MS 30 begins in Lafayette County in Oxford at an interchange with MS 7 in the northern part of town. It heads east briefly as a four-lane divided highway through a business district before narrowing to two-lanes and passing through neighborhoods for several blocks. The highway now leaves Oxford and passes through farmland for a couple miles before entering the Holly Springs National Forest, where it travels through remote woodlands (passing by Puskus Lake Recreation Area) as it crosses into Union County.

MS 30 exits the National Forest and travels eastward through farmland for several miles, where it passes through Etta (where it has an intersection with MS 355 and crosses the Tallahatchie River), before having an intersection with MS 349 and passing through the communities of Enterprise and Poolville. The highway enters the New Albany city limits and passes through an industrial area  before some neighborhoods and business district at an interchange with I-22/US 78 (Exit 61), where MS 30 becomes concurrent (overlapped) with  the Interstate. MS 30 heads east along four-lane I-22/US 78 east for a few miles to cross the Tallahatchie River for a second time immediately before Exit 63 (Carter Avenue/Central Avenue/Bratton Road; signed as Downtown New Albany). The freeway now reaches Exit 64, where MS 30 splits off and follows four-lane MS 15 north through the eastern side of town, where they have intersections with both MS 178 and MS 348, before MS 30 splits off and heads east through neighborhoods as a two-lane. MS 30 leaves New Albany and travels northeast through wooded and hilly terrain for the next several miles as it passes through Keownville, Pleasant Ridge (where it has an intersection with MS 370), and Graham (where it has an intersection with MS 9) before crossing into Prentiss County.

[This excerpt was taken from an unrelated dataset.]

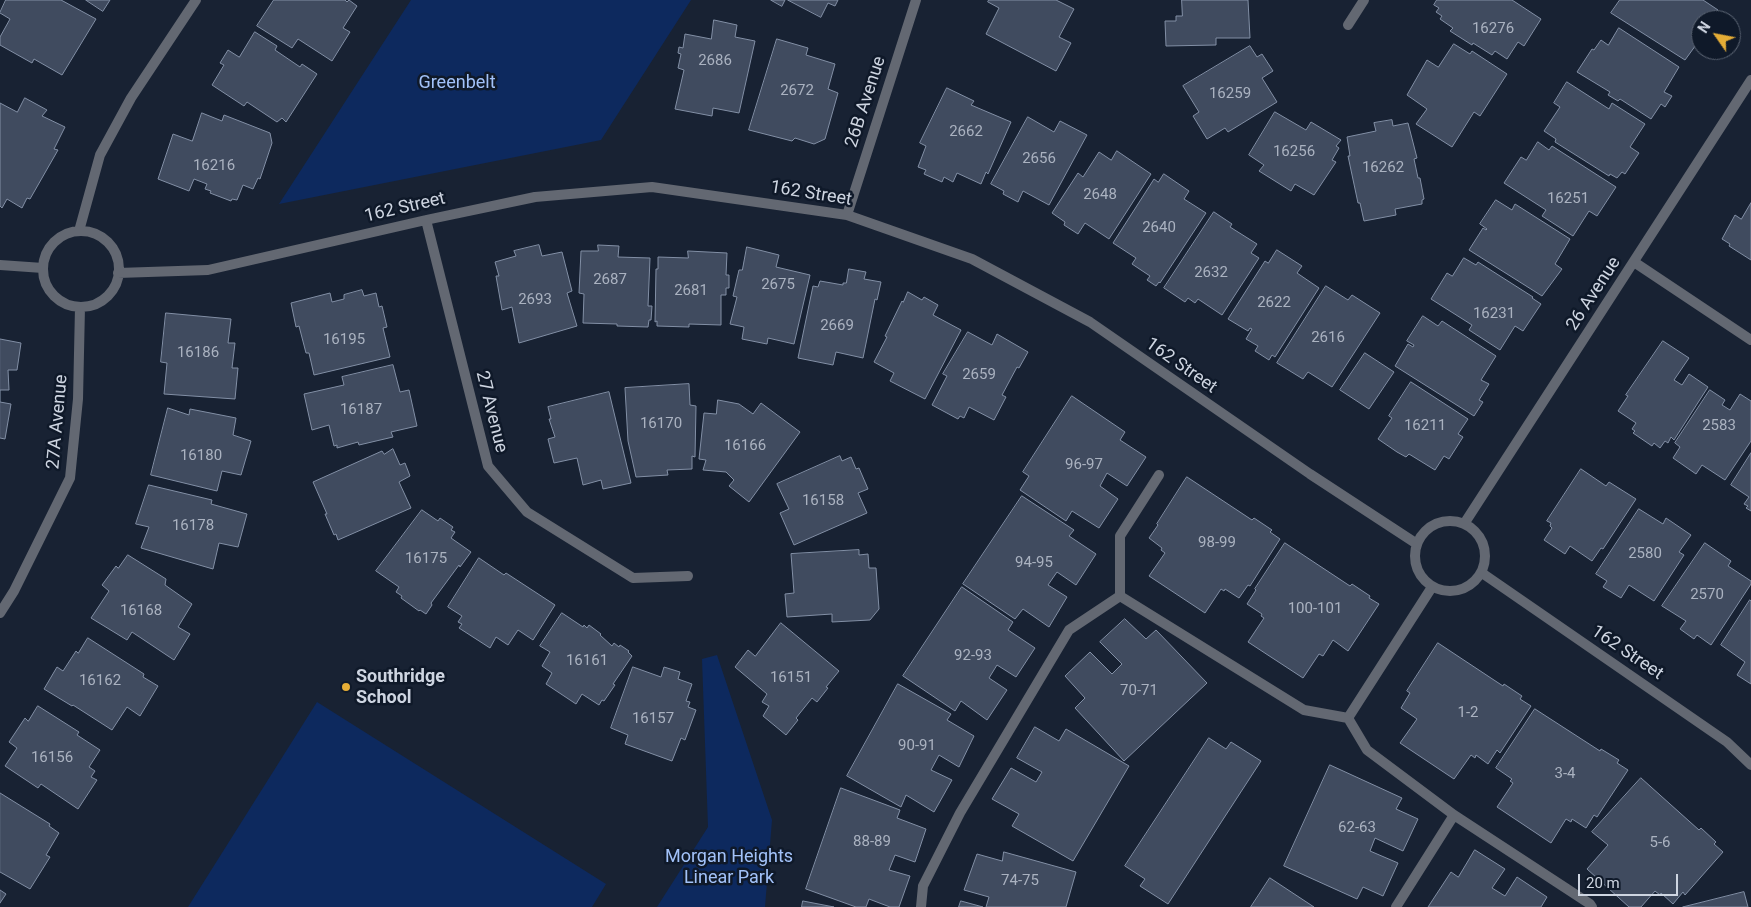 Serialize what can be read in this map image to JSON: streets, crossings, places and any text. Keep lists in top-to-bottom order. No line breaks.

MS 30 passes through Geeville as it travels through farmland for a few miles to an interchange with US 45 in Wheeler, which MS 30 becomes concurrent with and they head north as a four-lane expressway for several miles to Booneville, where MS 30 splits off and heads east along a two-lane expressway on the southern outskirts of town, having an interchanges with MS 145 and MS 4, as well as having an intersection with MS 364 before leaving the Booneville area and winding its way through hilly woodlands for the next several miles, where it has an intersection with MS 365 in Burton before entering Tishomingo County.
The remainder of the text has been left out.